## The task
Below are some entries. Work out how many of their lines hold the word "Botanic", and write that number alone.

Stored items:
↓

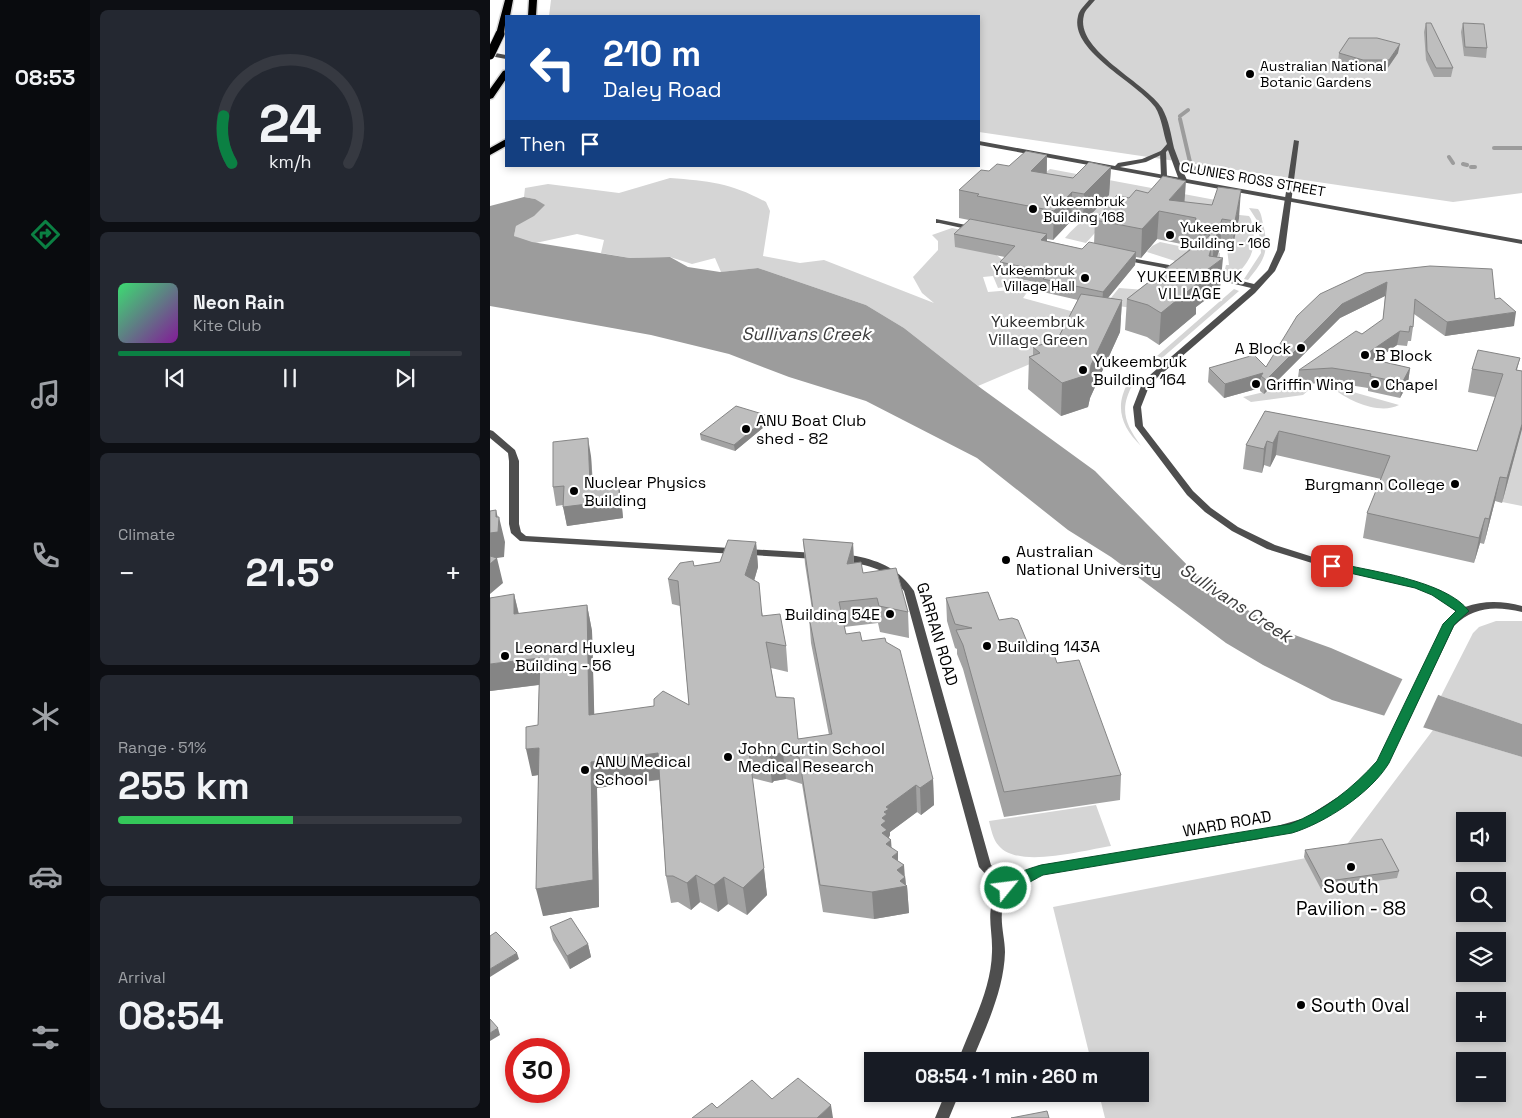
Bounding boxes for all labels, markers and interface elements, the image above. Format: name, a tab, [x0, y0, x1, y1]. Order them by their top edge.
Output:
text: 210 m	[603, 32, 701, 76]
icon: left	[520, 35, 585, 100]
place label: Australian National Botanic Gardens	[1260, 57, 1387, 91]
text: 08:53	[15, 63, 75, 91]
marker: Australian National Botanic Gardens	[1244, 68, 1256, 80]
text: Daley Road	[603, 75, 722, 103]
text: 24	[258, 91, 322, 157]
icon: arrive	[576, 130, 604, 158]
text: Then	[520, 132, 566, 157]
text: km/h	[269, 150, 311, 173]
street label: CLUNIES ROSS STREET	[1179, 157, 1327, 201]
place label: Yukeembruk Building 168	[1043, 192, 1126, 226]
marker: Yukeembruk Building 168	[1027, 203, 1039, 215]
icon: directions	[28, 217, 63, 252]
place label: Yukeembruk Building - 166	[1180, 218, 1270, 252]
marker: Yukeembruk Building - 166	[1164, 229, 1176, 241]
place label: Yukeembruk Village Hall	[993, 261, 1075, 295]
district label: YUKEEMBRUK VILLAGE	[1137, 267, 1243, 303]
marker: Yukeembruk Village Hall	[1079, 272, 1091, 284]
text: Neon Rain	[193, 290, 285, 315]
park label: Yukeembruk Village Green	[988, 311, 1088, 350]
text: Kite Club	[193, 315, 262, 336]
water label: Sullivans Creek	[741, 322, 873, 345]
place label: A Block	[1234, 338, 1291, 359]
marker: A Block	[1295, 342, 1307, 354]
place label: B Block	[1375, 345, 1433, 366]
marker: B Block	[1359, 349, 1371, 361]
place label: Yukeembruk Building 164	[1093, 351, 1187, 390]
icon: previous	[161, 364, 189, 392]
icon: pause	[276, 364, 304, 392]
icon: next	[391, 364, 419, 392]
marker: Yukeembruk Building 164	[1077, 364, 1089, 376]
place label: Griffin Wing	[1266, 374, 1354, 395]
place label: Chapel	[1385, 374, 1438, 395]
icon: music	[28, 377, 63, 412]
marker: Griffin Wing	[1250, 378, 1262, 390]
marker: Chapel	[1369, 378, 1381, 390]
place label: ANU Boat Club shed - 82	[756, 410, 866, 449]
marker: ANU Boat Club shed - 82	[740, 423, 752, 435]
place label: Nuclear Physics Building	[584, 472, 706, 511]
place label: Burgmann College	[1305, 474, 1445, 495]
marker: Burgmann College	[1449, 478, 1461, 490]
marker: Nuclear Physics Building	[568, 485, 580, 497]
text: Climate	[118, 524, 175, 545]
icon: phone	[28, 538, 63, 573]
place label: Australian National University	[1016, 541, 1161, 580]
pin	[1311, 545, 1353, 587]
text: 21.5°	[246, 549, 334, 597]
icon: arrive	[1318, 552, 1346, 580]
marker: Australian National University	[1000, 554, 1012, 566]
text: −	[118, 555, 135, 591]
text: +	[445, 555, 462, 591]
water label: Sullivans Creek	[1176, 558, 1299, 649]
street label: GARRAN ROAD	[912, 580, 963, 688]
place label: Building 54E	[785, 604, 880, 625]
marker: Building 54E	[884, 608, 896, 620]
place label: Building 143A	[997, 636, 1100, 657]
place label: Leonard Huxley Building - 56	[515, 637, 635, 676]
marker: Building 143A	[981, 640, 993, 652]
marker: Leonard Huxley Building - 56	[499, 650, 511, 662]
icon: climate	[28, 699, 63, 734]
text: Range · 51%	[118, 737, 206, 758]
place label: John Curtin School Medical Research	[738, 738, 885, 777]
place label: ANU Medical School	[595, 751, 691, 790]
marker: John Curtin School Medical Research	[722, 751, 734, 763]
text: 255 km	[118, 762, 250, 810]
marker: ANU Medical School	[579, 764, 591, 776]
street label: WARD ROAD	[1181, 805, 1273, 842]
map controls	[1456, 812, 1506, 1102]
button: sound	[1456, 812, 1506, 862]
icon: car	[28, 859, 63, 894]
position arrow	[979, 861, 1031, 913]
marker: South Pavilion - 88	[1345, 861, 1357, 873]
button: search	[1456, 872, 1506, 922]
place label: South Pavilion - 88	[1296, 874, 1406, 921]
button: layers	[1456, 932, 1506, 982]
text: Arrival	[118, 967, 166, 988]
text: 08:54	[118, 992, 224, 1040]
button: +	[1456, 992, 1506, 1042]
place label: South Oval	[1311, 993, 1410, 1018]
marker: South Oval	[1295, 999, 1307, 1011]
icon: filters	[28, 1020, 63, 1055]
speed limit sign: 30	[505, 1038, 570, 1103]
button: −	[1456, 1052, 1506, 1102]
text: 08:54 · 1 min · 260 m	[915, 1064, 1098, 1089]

↑

## Expected output
2